A total of 38 pioneering artificial intelligent projects from across the UK have been awarded a share of £36 million to test their technology. The projects will help the NHS to transform the quality of care and the speed of diagnoses for conditions such as lung cancer.
Health and Social Care Secretary Matt Hancock announced the winners of the second wave of the NHS AI Lab’s AI in Health and Care Award. The 38 trailblazing projects backed by NHSX and Accelerated Access Collaborative (AAC) include projects from across the region.
Paige prostate cancer detection tool
University of Oxford
Using AI-based diagnostic software to support the interpretation of pathology sample images, in order to more efficiently detect, grade and quantify cancer in prostate biopsies. This helps address a rise in caseload while there are too few qualified pathologists, which has led to resource shortages in the NHS
Ultromics Ltd Oxford, A fully automated and scalable application for quantification and interpretation of stress echocardiograms that autonomously processes “real world” echocardiographic image studies to predict prognostically significant cardiac disease.

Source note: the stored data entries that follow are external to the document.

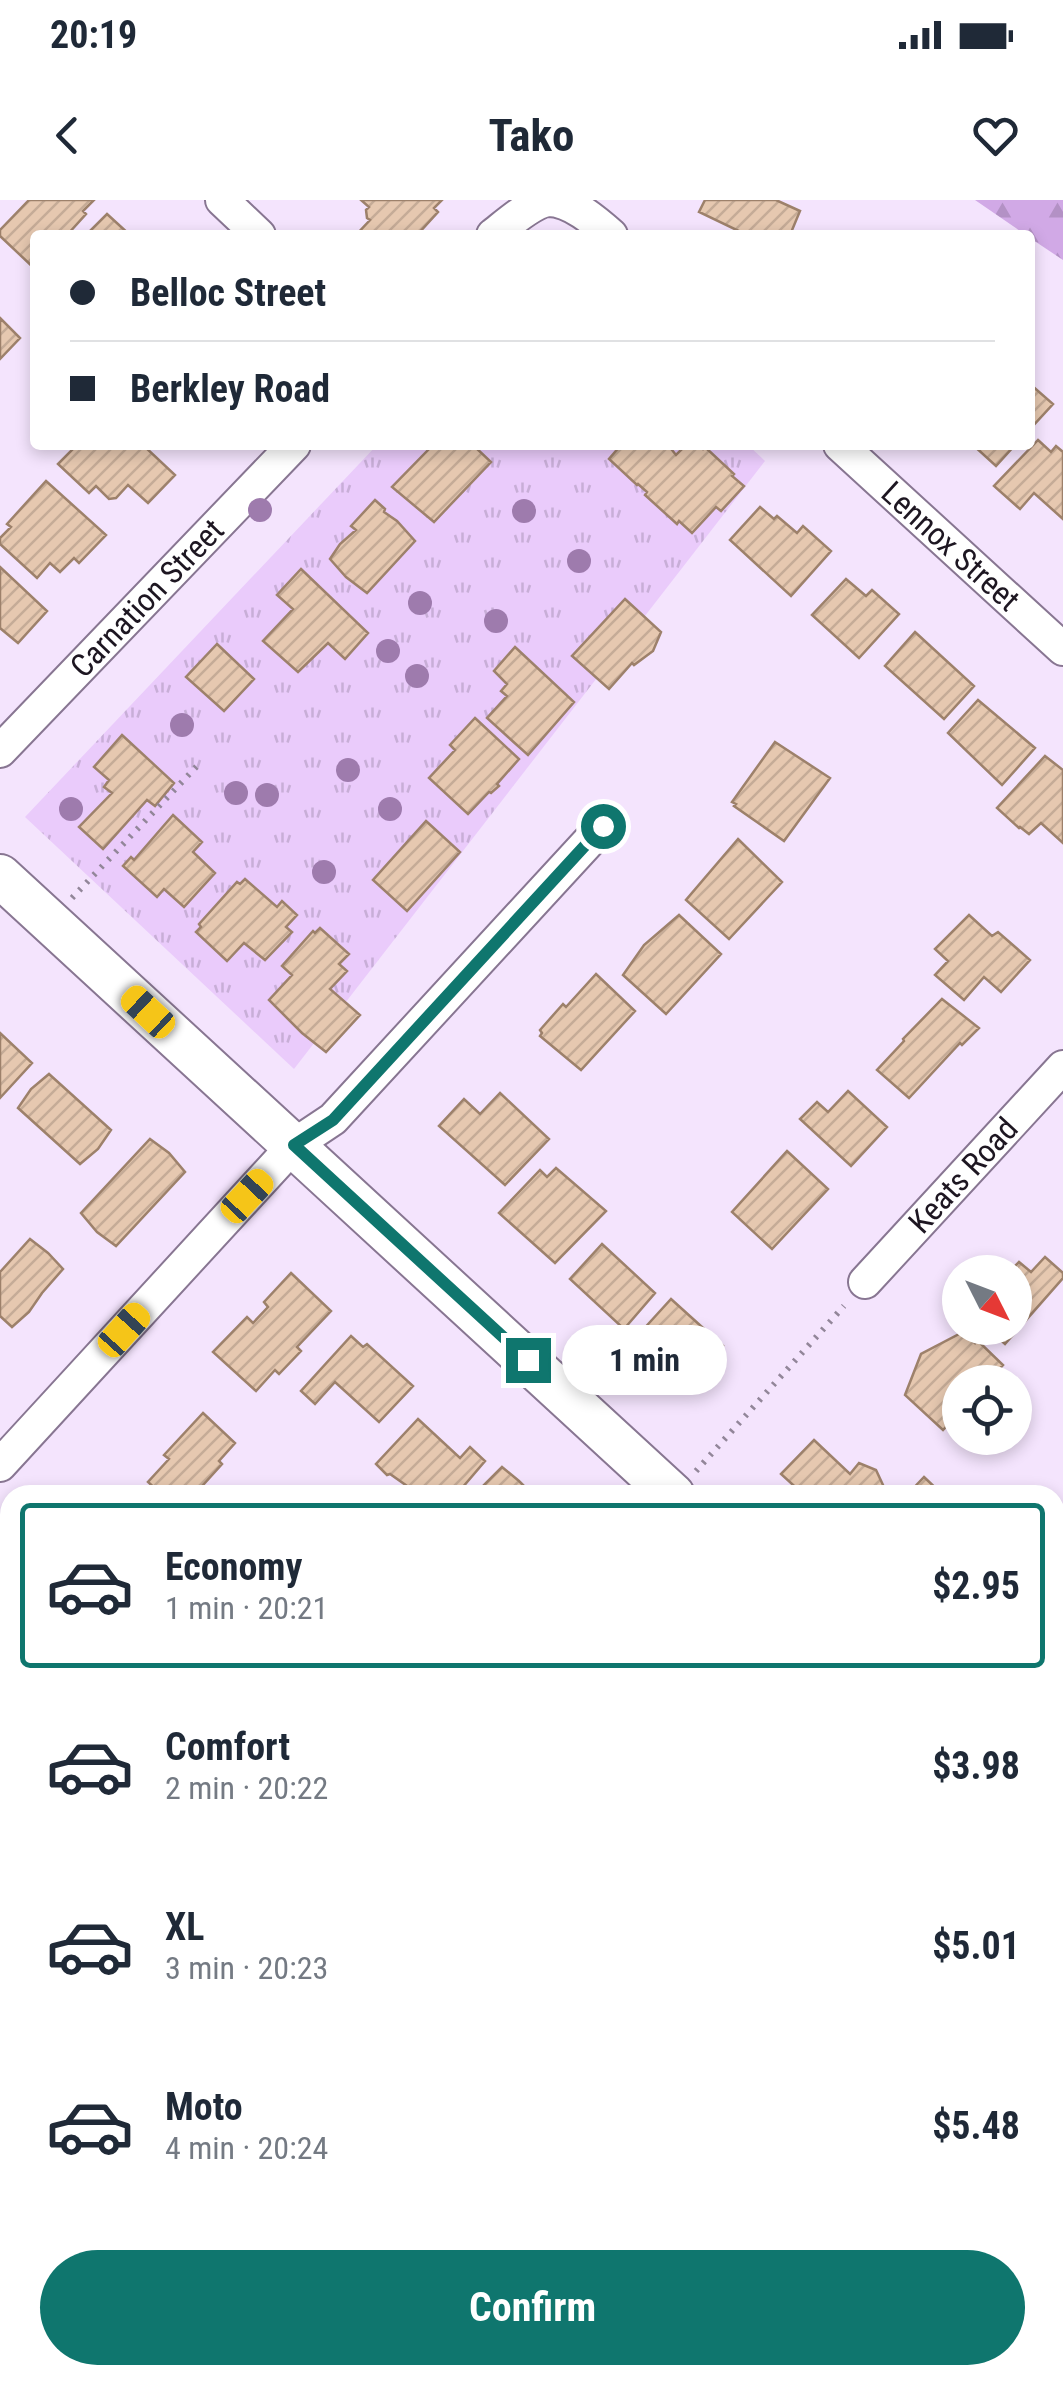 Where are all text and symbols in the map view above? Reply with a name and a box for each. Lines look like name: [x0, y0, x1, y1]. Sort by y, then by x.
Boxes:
text: 20:19: [50, 13, 137, 57]
icon: back: [40, 108, 95, 163]
icon: heart: [968, 108, 1023, 163]
text: Tako: [489, 109, 574, 162]
text: Belloc Street: [130, 271, 326, 315]
text: Berkley Road: [130, 367, 330, 411]
street label: Lennox Street: [874, 474, 1027, 619]
street label: Carnation Street: [62, 511, 232, 685]
route start: [581, 804, 626, 849]
car: [116, 981, 180, 1043]
street label: Keats Road: [901, 1110, 1026, 1241]
car: [216, 1164, 278, 1228]
north arrow: [942, 1255, 1032, 1345]
map controls: [942, 1255, 1032, 1455]
car: [93, 1298, 155, 1362]
callout: 1 min: [563, 1325, 728, 1395]
route end: [506, 1338, 551, 1383]
text: 1 min: [609, 1341, 680, 1379]
button: locate: [942, 1365, 1032, 1455]
icon: car: [45, 1541, 135, 1631]
text: Economy: [165, 1545, 302, 1589]
text: $2.95: [932, 1564, 1020, 1608]
text: 1 min · 20:21: [165, 1589, 328, 1627]
icon: car: [45, 1721, 135, 1811]
text: Comfort: [165, 1725, 290, 1769]
text: $3.98: [932, 1744, 1020, 1788]
text: 2 min · 20:22: [165, 1769, 328, 1807]
icon: car: [45, 1901, 135, 1991]
text: XL: [165, 1905, 204, 1949]
text: $5.01: [932, 1924, 1020, 1968]
text: 3 min · 20:23: [165, 1949, 328, 1987]
icon: car: [45, 2081, 135, 2171]
text: Moto: [165, 2085, 243, 2129]
text: $5.48: [932, 2104, 1020, 2148]
text: 4 min · 20:24: [165, 2129, 328, 2167]
button: Confirm: [40, 2250, 1025, 2365] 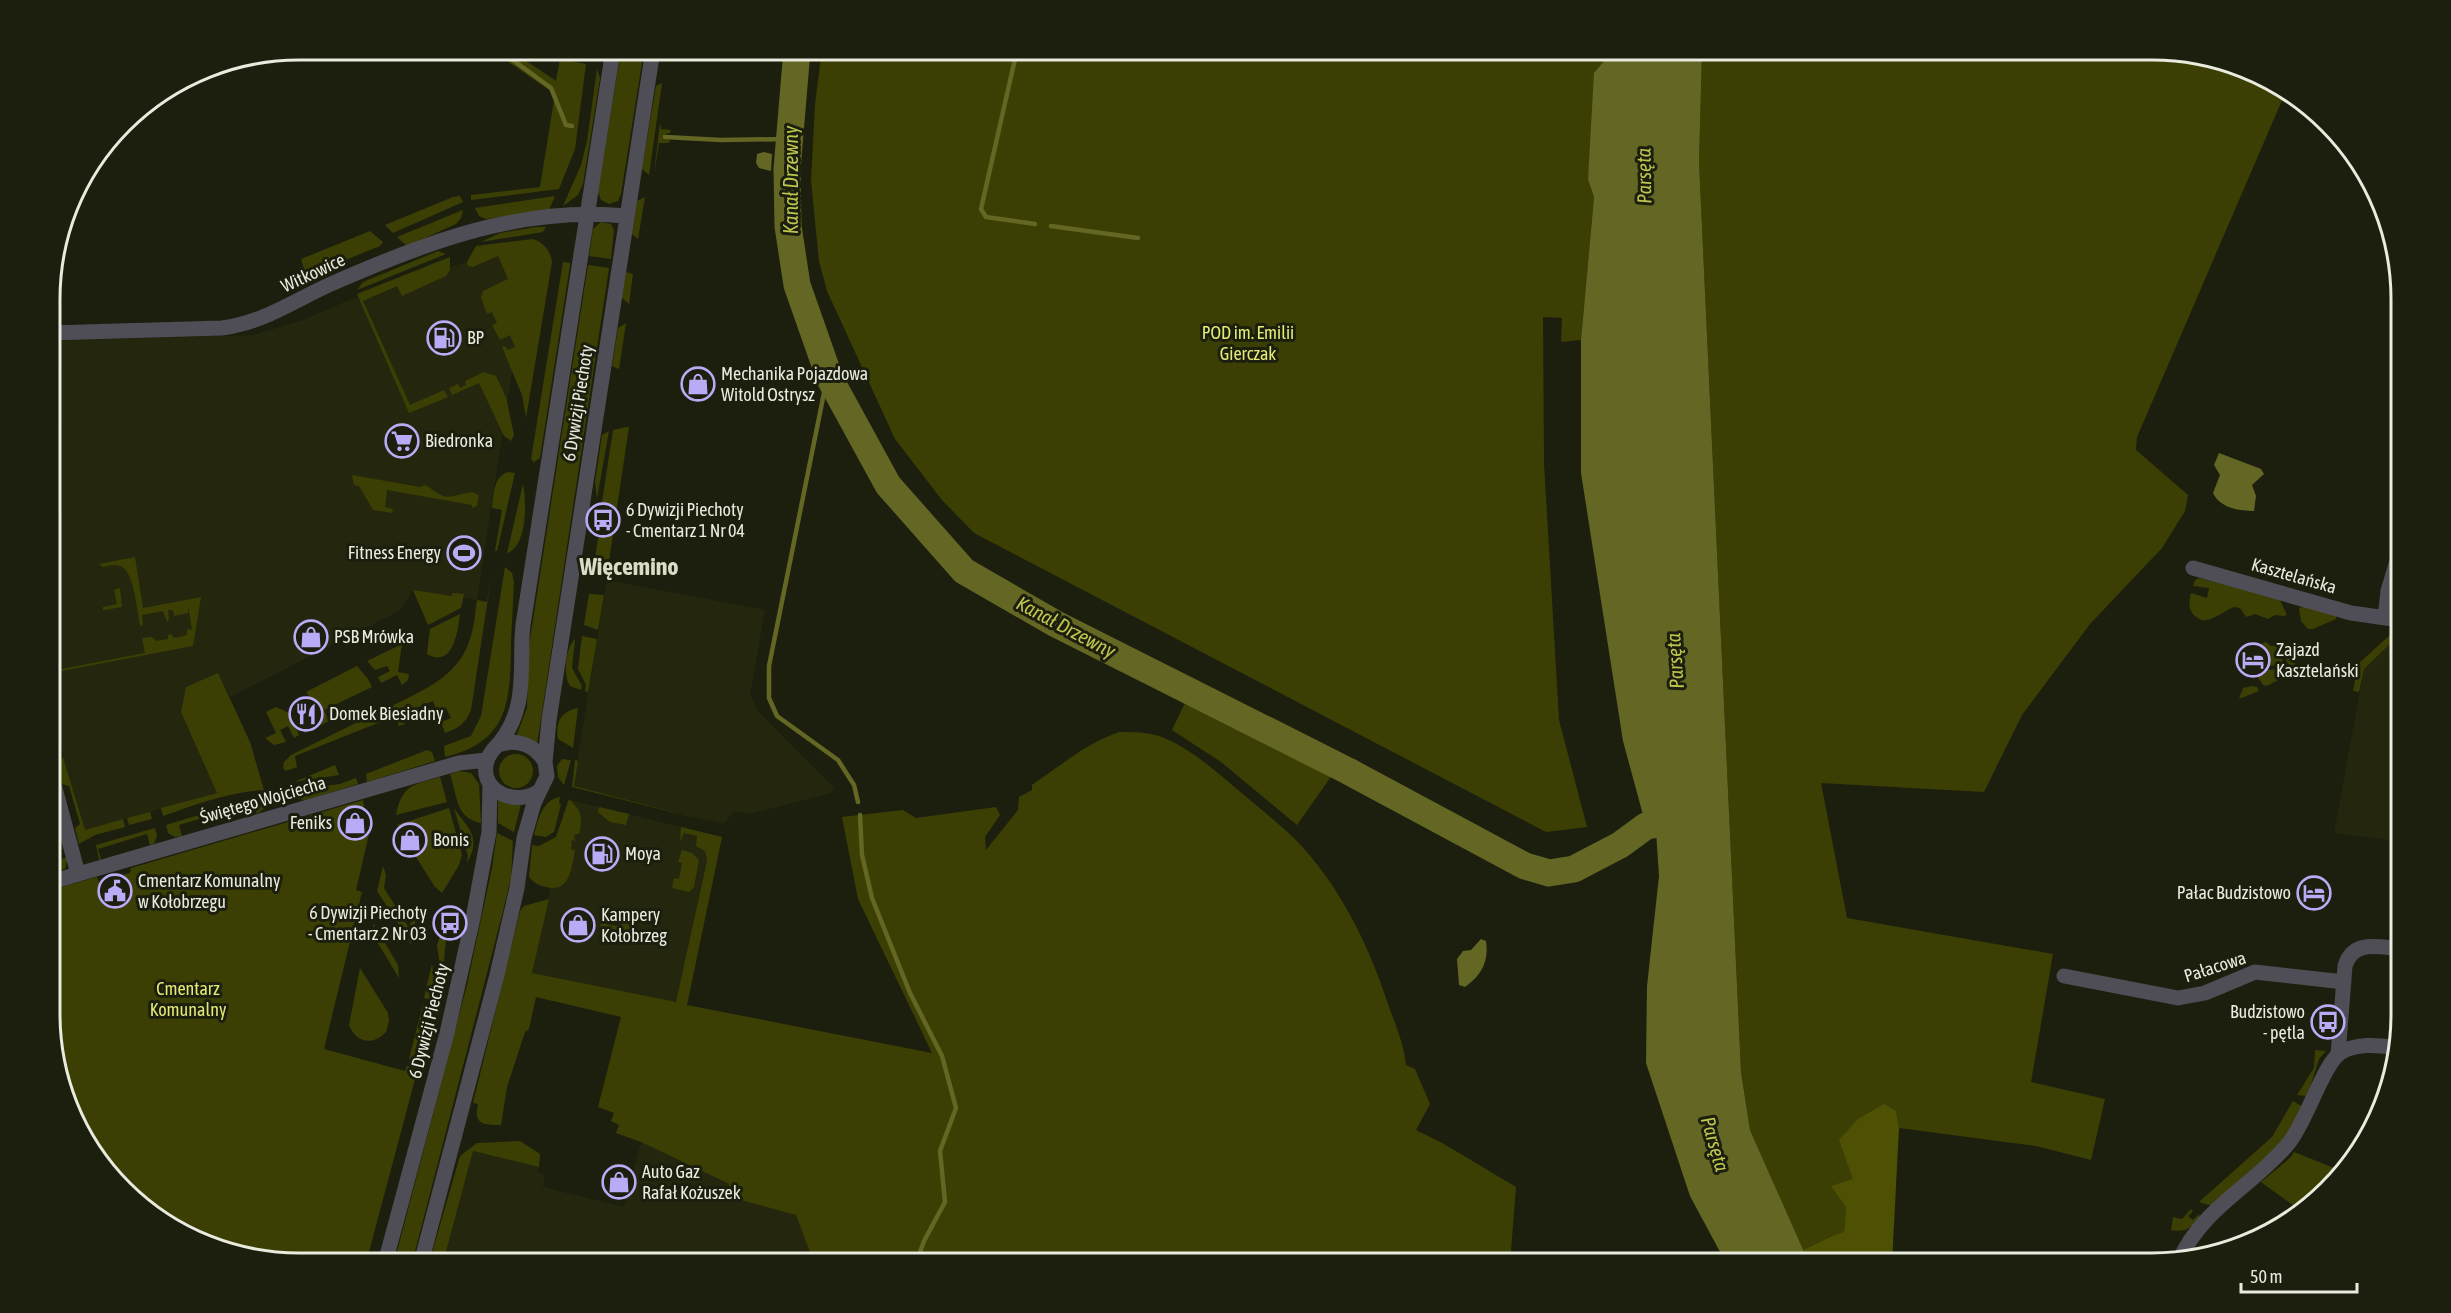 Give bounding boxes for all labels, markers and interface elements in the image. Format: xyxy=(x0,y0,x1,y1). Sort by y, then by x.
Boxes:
water label: Kanał Drzewny xyxy=(779,125,802,234)
water label: Parsęta xyxy=(1632,148,1655,204)
street label: Witkowice xyxy=(278,249,348,296)
fuel station icon: BP xyxy=(426,320,462,356)
park label: POD im. Emilii Gierczak xyxy=(1202,322,1294,364)
place label: BP xyxy=(467,327,485,348)
street label: 6 Dywizji Piechoty xyxy=(558,343,597,463)
place label: Mechanika Pojazdowa Witold Ostrysz xyxy=(721,363,868,405)
shop icon: Mechanika Pojazdowa Witold Ostrysz xyxy=(680,366,716,402)
supermarket icon: Biedronka xyxy=(384,423,420,459)
place label: Biedronka xyxy=(425,430,493,451)
place label: 6 Dywizji Piechoty - Cmentarz 1 Nr 04 xyxy=(626,499,745,541)
bus stop icon: 6 Dywizji Piechoty - Cmentarz 1 Nr 04 xyxy=(585,502,621,538)
sports icon: Fitness Energy xyxy=(446,535,482,571)
place label: Fitness Energy xyxy=(348,542,441,563)
district label: Więcemino xyxy=(578,553,679,580)
street label: Kasztelańska xyxy=(2249,553,2339,598)
water label: Kanał Drzewny xyxy=(1013,591,1120,663)
shop icon: PSB Mrówka xyxy=(293,619,329,655)
place label: PSB Mrówka xyxy=(334,626,414,647)
water label: Parsęta xyxy=(1661,632,1688,690)
place label: Zajazd Kasztelański xyxy=(2276,639,2359,681)
hotel icon: Zajazd Kasztelański xyxy=(2235,642,2271,678)
restaurant icon: Domek Biesiadny xyxy=(288,696,324,732)
place label: Domek Biesiadny xyxy=(329,703,443,724)
street label: Świętego Wojciecha xyxy=(198,772,328,827)
shop icon: Feniks xyxy=(337,805,373,841)
place label: Feniks xyxy=(290,812,332,833)
shop icon: Bonis xyxy=(392,822,428,858)
place label: Bonis xyxy=(433,829,469,850)
fuel station icon: Moya xyxy=(584,836,620,872)
place label: Moya xyxy=(625,843,661,864)
place label: Cmentarz Komunalny w Kołobrzegu xyxy=(138,870,280,912)
public building icon: Cmentarz Komunalny w Kołobrzegu xyxy=(97,873,133,909)
hotel icon: Pałac Budzistowo xyxy=(2296,875,2332,911)
place label: Pałac Budzistowo xyxy=(2177,882,2291,903)
place label: 6 Dywizji Piechoty - Cmentarz 2 Nr 03 xyxy=(308,902,427,944)
place label: Kampery Kołobrzeg xyxy=(601,904,667,946)
bus stop icon: 6 Dywizji Piechoty - Cmentarz 2 Nr 03 xyxy=(432,905,468,941)
shop icon: Kampery Kołobrzeg xyxy=(560,907,596,943)
street label: Pałacowa xyxy=(2181,947,2248,986)
street label: 6 Dywizji Piechoty xyxy=(404,961,453,1081)
park label: Cmentarz Komunalny xyxy=(150,978,226,1020)
place label: Budzistowo - pętla xyxy=(2230,1001,2305,1043)
bus stop icon: Budzistowo - pętla xyxy=(2310,1004,2346,1040)
water label: Parsęta xyxy=(1697,1114,1734,1174)
place label: Auto Gaz Rafał Kożuszek xyxy=(642,1161,741,1203)
shop icon: Auto Gaz Rafał Kożuszek xyxy=(601,1164,637,1200)
scale bar xyxy=(2241,1256,2356,1294)
text: 50 m xyxy=(2250,1266,2282,1287)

Mirada Medical Ltd Oxford,
DLCExpert uses artificial intelligence software to automate the time-consuming and skill-intensive task of outlining (or “contouring”) healthy organs on medical images for radiotherapy planning so that they are not irradiated during treatment.
ICNH Ltd, Windsor, Berkshire
DrDoctor uses AI to get the greatest use from every scheduled appointment within a hospital. It ensures attendance is as high as possible by using past appointment attendance and demographic data to predict those less likely to attend in the future and customising communication with these demographics accordingly.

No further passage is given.